According to documents filed with the FCC, Verizon has asked for permission to conduct market trials in the 28 GHz band in Houston and Cypress, Texas, Ann Arbor, Michigan, Brockton and Natick, Massachusetts, and near its Basking Ridge headquarters in Bernardsville, New Jersey. The carrier has asked for a six month permit for the trials, beginning January 2, 2017 and running through June 2.

The applications, though sparse, indicate the experimental operations will include equipment from various manufacturers consisting of fixed base stations and mobile terminals that will employ directional beamforming antennas.

A Verizon spokesman on Thursday confirmed the proposed tests are “related to our pre-commercial fixed wireless trials” recently mentioned by Verizon CEO Lowell McAdam, and noted the carrier has “pre-commercial trials underway in other locations throughout the (United States) at various stages of development.” The spokesman declined to provide the locations of the other trials.

The confirmation follows comments from McAdam at an investor conference early this month in which he said the carrier is working toward a first quarter launch for trials of its pre-commercial fixed wireless technology. At the time, McAdam revealed Verizon is planning to deliver 1 gbps broadband service alongside an over-the-top bundle as part of the 5G trial, but won’t be charging for the service. Instead, he said, Verizon will use the trials as a learning experience to figure out the distance between the transceiver and receiver in a 5G environment.

“Let’s be clear on what we mean by 5G – we call it wireless fiber,” McAdam clarified at the conference. “This will allow you to stop anywhere from 200 feet to 1000 feet from the home … and make it a wireless last leg into the home.”

Verizon’s decision to stick to the 28 GHz band in its trials will come as little surprise to those who have been tracking the carrier’s moves, particularly its recent acquisition and lease of assets and spectrum from XO Communications. Back in September, Verizon Director of Network Infrastructure Planning Sanyogita Shamsunder indicated the carrier’s deal with XO Communications to lease 28 GHz spectrum will give it more flexibility to test in multiple markets. At the time, she declined to provide detail about the pilots, but noted Verizon would conduct tests across different types of geography in several locations to give it confidence the technology will work across a broad variety of markets. And judging from the FCC applications, that certainly seems to be the case here.

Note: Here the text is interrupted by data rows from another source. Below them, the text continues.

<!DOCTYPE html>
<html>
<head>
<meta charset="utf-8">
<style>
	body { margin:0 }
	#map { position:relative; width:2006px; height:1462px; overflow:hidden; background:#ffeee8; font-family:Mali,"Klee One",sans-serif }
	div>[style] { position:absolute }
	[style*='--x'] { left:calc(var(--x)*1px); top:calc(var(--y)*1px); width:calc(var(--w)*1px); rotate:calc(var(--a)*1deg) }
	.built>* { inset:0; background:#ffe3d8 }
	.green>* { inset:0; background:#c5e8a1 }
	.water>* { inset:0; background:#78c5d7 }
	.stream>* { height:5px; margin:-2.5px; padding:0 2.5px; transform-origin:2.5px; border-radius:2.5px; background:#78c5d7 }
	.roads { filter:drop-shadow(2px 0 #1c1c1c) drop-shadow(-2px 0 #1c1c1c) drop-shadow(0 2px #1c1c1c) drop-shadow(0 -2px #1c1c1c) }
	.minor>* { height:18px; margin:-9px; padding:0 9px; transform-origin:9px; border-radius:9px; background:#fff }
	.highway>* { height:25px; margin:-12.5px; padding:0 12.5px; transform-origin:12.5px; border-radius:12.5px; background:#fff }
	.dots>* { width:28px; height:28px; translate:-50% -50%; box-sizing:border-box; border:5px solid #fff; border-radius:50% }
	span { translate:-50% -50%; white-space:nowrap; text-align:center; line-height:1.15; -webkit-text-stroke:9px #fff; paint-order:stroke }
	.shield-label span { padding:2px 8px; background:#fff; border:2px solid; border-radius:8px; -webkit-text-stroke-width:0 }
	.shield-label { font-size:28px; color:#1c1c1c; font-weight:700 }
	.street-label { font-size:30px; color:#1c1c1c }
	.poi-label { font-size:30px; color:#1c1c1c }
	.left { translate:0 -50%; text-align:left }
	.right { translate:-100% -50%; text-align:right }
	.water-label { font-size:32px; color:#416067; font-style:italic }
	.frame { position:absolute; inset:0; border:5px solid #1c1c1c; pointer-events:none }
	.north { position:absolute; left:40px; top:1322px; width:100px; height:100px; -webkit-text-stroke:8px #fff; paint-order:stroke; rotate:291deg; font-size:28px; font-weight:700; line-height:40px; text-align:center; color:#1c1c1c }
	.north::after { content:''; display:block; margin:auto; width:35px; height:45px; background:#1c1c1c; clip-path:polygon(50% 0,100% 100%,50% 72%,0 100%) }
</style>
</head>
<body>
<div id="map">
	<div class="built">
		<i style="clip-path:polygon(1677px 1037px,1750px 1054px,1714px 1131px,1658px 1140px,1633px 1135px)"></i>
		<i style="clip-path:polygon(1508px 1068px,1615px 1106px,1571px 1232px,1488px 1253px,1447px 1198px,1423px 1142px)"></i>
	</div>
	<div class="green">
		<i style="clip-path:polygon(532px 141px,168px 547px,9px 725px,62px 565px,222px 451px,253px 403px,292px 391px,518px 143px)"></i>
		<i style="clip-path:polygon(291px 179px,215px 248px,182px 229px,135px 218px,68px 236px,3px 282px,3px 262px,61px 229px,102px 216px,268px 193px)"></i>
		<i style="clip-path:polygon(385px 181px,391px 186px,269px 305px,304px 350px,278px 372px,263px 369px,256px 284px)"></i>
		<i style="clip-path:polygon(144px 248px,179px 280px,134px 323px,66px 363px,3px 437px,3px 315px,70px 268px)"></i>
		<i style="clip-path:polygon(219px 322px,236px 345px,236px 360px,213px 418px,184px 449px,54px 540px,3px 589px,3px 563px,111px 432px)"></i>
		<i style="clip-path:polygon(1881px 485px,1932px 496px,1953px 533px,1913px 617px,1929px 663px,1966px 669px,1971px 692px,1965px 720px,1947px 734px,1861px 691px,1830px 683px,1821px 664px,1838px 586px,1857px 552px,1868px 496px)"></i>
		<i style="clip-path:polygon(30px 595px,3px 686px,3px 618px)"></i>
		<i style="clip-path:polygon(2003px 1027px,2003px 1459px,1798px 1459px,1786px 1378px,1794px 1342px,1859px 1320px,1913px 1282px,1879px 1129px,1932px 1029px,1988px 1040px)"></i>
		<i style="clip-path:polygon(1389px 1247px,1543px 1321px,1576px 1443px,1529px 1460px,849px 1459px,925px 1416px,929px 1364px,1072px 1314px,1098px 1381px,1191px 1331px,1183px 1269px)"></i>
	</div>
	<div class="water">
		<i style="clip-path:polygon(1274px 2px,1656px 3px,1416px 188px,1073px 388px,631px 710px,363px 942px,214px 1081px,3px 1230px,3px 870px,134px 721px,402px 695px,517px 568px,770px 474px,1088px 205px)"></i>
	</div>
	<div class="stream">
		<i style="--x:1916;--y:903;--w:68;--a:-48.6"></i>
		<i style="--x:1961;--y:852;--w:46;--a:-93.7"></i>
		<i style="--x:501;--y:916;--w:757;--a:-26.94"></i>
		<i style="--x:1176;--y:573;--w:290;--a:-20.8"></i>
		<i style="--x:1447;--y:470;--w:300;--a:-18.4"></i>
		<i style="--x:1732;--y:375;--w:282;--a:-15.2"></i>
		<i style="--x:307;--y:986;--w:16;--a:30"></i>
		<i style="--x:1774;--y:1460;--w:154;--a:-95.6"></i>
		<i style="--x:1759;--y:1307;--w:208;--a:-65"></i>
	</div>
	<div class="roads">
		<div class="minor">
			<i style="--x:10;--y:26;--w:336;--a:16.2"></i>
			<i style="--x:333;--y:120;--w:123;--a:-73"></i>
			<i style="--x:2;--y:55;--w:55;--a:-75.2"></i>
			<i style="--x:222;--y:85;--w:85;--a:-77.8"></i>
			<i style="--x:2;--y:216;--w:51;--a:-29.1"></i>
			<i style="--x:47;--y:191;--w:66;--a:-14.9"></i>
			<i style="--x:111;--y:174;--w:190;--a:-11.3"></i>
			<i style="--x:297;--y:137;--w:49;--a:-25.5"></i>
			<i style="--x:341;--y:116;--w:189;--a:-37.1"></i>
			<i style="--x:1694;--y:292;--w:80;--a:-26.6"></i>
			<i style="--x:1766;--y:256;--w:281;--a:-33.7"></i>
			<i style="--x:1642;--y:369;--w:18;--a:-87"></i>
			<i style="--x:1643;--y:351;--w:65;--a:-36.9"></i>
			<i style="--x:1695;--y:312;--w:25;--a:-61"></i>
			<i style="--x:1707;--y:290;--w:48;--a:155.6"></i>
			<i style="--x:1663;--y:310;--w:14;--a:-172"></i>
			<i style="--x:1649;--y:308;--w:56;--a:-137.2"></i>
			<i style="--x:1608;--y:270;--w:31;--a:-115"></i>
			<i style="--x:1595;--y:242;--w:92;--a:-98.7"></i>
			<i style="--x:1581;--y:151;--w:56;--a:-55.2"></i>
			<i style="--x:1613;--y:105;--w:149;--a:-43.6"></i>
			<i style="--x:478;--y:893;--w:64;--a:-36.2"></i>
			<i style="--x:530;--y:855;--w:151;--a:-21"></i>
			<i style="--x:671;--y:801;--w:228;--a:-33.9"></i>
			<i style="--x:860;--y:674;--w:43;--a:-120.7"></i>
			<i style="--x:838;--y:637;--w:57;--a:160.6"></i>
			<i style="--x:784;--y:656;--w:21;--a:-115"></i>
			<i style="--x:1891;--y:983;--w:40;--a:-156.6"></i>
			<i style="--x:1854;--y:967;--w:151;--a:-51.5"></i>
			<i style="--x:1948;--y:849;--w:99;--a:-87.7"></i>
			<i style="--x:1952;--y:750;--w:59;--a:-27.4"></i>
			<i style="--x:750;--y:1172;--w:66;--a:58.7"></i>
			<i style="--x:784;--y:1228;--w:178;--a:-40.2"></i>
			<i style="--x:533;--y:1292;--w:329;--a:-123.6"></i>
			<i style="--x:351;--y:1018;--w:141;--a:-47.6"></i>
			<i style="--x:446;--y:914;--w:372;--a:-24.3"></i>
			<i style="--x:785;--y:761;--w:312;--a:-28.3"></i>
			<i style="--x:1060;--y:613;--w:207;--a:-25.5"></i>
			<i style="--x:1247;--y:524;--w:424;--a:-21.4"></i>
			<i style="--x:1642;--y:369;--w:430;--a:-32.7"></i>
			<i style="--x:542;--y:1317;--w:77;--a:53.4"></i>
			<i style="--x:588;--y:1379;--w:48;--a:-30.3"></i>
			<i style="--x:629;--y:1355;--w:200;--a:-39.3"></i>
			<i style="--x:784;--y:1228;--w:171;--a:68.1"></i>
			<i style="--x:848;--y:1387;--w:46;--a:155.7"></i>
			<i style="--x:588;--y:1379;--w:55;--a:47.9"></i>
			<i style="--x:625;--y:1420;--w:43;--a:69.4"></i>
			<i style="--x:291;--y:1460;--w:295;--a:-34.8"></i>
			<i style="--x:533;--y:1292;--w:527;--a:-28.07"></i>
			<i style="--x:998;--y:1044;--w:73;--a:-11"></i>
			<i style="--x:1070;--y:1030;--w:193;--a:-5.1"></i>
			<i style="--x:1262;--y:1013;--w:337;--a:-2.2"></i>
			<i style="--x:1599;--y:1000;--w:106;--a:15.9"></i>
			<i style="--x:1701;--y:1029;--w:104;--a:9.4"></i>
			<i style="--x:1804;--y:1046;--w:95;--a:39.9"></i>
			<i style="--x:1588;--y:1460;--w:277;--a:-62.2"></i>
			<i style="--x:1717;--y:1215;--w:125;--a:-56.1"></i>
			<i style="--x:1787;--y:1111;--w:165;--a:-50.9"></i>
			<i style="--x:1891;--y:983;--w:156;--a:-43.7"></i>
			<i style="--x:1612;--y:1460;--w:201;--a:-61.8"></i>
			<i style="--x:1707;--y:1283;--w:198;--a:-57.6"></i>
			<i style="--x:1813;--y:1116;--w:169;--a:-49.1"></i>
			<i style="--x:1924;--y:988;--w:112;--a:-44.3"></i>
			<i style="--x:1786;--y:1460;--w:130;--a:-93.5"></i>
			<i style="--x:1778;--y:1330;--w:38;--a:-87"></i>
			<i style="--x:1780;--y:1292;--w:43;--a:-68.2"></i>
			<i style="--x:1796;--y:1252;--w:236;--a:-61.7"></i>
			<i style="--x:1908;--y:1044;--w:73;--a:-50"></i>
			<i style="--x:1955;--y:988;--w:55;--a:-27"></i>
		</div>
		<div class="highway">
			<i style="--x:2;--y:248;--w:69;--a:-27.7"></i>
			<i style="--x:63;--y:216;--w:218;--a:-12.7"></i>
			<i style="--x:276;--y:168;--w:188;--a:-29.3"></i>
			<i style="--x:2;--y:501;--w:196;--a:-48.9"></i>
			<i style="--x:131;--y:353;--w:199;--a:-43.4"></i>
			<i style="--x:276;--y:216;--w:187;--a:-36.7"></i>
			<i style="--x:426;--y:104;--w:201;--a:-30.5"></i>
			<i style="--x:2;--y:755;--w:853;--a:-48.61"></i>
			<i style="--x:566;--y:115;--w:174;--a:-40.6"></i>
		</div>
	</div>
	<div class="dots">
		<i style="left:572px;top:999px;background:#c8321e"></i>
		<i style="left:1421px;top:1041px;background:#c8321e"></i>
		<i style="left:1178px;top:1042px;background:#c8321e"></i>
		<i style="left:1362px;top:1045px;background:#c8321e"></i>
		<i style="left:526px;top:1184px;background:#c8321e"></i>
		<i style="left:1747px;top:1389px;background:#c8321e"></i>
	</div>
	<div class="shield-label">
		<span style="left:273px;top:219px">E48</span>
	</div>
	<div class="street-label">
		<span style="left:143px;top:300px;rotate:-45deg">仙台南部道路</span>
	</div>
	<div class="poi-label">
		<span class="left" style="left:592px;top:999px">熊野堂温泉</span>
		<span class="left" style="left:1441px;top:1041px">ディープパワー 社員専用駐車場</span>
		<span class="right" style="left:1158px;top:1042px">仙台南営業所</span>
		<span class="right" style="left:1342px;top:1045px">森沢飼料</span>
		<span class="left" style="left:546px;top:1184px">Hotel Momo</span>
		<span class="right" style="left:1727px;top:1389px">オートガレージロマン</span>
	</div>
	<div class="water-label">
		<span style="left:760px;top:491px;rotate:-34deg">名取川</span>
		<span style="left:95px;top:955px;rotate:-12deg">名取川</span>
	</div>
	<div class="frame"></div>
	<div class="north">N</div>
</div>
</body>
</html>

Of course, Verizon isn’t the only one working on 5G trials.

AT&T recently announced a partnership with Intel on a millimeter wave 5G business trial in which it will provide a 5G network to power multiple experiences – including Internet access, VPN, Unified Communications applications, and 4K video streams – to one of Intel’s offices in Austin.

Sprint this week also indicated it is closing in on 1 gbps wireless speeds by using a combination of carrier aggregation, MIMO, 256-QAM, and its new High Performance User Equipment (HPUE) technology.